How find this maximum of the value $\sum_{i=1}^{6}x_{i}x_{i+1}x_{i+2}x_{i+3}$?

Solution 1:

For $x_i=\frac{1}{6}$ we get $\frac{1}{216}$.

We'll prove that it's a maximal value.

Indeed, let $x_1=\min\{x_i\}$, $x_2=x_1+a$, $x_3=x_1+b$, $x_4=x_1+c$, $x_5=x_1+d$ and $x_6=x_1+e$.

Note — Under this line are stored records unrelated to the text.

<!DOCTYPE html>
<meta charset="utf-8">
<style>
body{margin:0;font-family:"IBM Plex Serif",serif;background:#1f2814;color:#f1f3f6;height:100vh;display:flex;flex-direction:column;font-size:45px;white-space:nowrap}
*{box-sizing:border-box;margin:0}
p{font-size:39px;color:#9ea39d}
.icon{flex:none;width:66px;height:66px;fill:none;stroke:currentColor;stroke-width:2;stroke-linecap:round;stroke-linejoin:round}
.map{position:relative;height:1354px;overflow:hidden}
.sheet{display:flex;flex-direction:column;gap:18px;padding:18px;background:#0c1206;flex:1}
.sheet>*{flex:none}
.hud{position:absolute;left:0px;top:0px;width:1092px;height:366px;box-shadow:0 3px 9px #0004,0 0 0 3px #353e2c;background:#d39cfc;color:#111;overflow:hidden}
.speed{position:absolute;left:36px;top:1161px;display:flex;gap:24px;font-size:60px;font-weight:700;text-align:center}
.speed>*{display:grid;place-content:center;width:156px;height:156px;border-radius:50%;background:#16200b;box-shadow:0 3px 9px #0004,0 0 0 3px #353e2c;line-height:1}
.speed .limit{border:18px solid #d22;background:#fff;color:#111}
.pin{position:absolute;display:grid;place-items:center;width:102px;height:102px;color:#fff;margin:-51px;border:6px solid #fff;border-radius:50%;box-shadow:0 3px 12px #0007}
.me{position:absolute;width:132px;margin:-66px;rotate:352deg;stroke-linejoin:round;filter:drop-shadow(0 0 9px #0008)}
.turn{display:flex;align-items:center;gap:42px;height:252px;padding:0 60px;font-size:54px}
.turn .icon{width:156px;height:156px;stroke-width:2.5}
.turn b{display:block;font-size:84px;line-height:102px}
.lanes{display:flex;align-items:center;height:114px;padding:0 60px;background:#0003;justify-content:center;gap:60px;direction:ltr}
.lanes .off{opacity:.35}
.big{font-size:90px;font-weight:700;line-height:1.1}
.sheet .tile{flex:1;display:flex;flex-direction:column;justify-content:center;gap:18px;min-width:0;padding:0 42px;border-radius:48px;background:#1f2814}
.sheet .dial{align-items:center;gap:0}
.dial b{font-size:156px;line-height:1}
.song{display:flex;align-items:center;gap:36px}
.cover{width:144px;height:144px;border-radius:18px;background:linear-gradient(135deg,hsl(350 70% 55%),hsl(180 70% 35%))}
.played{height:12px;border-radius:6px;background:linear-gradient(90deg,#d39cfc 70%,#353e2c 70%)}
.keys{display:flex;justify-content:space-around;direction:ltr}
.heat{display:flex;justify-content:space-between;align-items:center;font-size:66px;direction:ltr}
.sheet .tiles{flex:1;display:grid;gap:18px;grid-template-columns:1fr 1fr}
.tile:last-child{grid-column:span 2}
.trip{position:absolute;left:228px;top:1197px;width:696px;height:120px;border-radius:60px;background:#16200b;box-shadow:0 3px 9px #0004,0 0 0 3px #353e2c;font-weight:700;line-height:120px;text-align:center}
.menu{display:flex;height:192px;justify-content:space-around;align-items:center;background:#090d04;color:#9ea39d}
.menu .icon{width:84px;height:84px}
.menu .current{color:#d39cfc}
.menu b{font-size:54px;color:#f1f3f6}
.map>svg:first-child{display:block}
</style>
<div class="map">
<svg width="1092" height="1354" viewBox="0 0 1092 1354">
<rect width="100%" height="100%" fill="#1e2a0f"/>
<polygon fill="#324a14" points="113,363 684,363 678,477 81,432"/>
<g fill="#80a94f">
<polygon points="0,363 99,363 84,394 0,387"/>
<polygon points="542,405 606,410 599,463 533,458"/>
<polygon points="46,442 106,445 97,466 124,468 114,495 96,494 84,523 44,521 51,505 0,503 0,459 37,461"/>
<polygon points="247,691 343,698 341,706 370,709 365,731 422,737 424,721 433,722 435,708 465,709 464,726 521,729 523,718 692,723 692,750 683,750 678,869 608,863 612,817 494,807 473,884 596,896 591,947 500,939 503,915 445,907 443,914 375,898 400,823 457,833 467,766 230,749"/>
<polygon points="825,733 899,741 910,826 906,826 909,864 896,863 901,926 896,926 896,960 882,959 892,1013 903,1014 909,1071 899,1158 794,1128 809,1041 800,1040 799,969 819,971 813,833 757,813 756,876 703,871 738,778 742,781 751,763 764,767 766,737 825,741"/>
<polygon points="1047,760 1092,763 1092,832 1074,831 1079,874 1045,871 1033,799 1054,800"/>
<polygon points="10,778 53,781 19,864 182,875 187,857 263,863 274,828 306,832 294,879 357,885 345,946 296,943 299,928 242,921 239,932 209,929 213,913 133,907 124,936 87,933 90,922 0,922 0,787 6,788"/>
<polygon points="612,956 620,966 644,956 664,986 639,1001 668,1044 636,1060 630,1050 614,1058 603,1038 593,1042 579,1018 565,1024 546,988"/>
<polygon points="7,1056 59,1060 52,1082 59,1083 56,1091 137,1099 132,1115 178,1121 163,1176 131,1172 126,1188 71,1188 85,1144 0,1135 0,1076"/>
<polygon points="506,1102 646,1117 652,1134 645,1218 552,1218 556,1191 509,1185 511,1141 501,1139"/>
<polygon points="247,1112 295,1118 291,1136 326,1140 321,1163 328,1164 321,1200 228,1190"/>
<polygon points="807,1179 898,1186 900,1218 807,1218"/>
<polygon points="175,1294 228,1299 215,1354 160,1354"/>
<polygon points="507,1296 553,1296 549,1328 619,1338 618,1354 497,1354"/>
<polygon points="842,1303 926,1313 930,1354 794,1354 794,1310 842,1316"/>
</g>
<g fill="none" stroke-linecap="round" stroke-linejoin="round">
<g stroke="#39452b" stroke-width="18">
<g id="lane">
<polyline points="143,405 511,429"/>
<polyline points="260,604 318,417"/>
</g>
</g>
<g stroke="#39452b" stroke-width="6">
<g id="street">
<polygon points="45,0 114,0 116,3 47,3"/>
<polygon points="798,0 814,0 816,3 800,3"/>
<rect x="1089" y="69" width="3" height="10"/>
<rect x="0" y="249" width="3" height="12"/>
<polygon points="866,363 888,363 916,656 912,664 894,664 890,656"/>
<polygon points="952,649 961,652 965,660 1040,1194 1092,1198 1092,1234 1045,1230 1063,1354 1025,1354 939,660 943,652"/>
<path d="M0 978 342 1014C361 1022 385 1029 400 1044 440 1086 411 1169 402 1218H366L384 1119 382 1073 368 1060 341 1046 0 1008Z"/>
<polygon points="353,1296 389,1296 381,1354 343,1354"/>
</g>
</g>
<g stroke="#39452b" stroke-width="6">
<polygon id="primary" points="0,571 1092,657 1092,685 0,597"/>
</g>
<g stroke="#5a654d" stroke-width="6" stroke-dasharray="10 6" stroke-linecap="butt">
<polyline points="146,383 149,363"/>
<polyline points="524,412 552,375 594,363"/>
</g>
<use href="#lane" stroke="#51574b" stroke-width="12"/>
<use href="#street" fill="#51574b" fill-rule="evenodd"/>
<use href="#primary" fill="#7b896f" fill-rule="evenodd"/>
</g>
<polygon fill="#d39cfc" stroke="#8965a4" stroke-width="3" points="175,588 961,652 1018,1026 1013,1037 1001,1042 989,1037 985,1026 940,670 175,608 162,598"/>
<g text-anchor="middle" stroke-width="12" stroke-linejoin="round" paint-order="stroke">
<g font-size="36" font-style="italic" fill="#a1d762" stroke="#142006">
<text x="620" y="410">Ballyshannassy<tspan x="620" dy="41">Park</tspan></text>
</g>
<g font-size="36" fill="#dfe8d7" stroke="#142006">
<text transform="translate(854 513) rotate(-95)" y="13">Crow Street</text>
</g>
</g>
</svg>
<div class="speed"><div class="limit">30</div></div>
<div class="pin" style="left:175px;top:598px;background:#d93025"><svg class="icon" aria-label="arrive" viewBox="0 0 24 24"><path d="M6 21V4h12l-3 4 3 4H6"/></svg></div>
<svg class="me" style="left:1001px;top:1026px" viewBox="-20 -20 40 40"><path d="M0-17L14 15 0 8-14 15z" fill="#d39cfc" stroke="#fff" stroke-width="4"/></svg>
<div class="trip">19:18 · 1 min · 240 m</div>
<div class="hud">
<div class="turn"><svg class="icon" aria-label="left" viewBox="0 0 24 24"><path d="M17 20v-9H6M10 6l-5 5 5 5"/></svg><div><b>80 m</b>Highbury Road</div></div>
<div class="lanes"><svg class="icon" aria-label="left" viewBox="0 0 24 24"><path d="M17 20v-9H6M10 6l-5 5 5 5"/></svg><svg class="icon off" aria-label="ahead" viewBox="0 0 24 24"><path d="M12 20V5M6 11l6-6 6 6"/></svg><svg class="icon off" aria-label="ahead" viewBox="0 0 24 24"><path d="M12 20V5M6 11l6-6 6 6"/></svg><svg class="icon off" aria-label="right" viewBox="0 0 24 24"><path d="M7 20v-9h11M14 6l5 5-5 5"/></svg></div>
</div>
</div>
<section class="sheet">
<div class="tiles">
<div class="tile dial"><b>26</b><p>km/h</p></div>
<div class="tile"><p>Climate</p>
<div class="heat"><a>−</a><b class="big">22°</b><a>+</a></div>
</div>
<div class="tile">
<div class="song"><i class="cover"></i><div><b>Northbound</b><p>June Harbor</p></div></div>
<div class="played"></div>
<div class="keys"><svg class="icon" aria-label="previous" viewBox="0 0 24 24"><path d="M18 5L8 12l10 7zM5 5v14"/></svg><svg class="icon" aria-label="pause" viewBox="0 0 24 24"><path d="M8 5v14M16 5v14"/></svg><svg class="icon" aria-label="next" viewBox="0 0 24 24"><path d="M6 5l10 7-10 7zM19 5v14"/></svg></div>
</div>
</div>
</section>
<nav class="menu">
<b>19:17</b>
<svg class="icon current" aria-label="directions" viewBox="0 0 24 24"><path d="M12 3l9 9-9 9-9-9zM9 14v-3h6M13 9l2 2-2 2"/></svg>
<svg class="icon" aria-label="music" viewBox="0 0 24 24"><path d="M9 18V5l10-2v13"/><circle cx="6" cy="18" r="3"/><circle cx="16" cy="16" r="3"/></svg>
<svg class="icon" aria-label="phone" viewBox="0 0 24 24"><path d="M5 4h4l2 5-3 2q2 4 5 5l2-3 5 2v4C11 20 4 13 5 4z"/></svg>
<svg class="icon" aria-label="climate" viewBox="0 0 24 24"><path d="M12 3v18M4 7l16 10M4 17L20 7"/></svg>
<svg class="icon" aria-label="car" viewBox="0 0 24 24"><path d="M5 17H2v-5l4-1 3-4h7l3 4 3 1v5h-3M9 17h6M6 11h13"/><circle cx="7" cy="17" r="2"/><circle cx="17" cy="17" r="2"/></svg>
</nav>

Hence, $a$, $b$, $c$, $d$ and $e$ are non-negatives and we need to prove that: $$216\sum_{i=1}^6x_ix_{i+1}x_{i+2}x_{i+3}\leq\left(\sum_{i=1}^6x_i\right)^4$$ or $$216(a^2+b^2+c^2+d^2+e^2-ab-bc-cd-de)x_1^2+$$ $$24((a+b+c+d+e)^3-9(2abc+abd+abe+acd+ade+2bcd+bce+bde+2cde))x_1+$$ $$+(a+b+c+d+e)^4-216(abcd+bcde),$$ which is true because $$a^2+b^2+c^2+d^2+e^2-ab-bc-cd-de\geq$$ $$\geq a^2+b^2+c^2+d^2+e^2-ab-bc-cd-de-ea=\frac{1}{2}\sum_{cyc}(a-b)^2\geq0,$$ $$216(abcd+bcde)=216bcd(a+e)\leq216\left(\frac{a+b+c+d+e}{4}\right)^4=$$ $$=\frac{216}{256}(a+b+c+d+e)^4\leq(a+b+c+d+e)^4$$ and $$(a+b+c+d+e)^3\geq9(2abc+abd+abe+acd+ade+2bcd+bce+bde+2cde),$$ but my proof of this statement is very ugly.